Cuando vuelves a recordarte sin ser ya el mismo que cuando te contabas las cosas en un absoluto diferido, huyes hacia delante, hacia la esquina vaporosa del barrio, como estando sin estar en ninguna parte, haciendo parada y fonda en el cielo de noviembre, descansando de la persecución de algún que otro perro lobo, sólo queda enfrentarte a una altísima pared, derribarla de un cabezazo, a pesar de tu tortícolis hecha a fuerza de ansiedades y sueños entrecortados, y descubrir, como iluminado, redimido, a I. en el fondo de todas las cosas.

Entonces piensas que en boca cerrada, en silencio, eres capaz de revelar la melancólica vejez de tus manos, que te muestran, sin caer en saco roto, las visiones de un ocioso quimérico que murió en la forma espantosa que imaginaste alguna vez. Entonces piensas que en el corto y simple espacio que te separa de tus recuerdos, apenas cuatro metros, sobreviene la certeza de haber descubierto como en sueños a I. en el fondo de todas las cosas.

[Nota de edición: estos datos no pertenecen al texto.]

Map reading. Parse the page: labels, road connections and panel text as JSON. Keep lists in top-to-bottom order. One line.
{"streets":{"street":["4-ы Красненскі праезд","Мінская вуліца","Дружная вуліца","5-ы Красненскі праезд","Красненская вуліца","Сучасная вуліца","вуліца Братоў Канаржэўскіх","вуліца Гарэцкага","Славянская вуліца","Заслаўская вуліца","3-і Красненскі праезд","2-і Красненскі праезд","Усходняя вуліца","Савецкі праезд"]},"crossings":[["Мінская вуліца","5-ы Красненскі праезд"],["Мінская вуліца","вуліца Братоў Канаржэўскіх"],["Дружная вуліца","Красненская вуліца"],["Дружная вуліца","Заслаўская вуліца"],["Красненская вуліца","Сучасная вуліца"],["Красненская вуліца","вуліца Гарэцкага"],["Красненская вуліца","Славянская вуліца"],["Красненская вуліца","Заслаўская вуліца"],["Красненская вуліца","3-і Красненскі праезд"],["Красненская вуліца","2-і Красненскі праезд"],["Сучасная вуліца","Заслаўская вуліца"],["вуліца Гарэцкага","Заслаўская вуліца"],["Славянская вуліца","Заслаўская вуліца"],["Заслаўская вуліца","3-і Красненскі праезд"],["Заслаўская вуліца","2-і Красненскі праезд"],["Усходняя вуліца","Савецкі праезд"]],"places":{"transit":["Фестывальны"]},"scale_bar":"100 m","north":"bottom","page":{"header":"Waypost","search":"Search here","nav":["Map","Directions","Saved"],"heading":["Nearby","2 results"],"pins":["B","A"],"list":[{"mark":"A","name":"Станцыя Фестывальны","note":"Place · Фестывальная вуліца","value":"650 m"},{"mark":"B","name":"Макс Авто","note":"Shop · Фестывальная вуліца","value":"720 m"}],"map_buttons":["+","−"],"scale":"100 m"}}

Así que te sorprendes al cabo resignándote a saber que todo lo saben, ellos, y los demás, y todos los que se convirtieron en émulos de un Vlad Tepes encerrado en su laboratorio, aquellos a quienes plantó la gloria más de una vez. No queda más remedio que resignarte, pues, a la certeza de que no cualquiera es capaz de agarrar una existencia en las pequeñas dosis necesarias para completar un puzzle mágico, componerte pieza a pieza y descubrir que, definitivamente, I. está en el fondo de todas las cosas. Por eso la vida, de vez en cuando, nos sienta tan bien.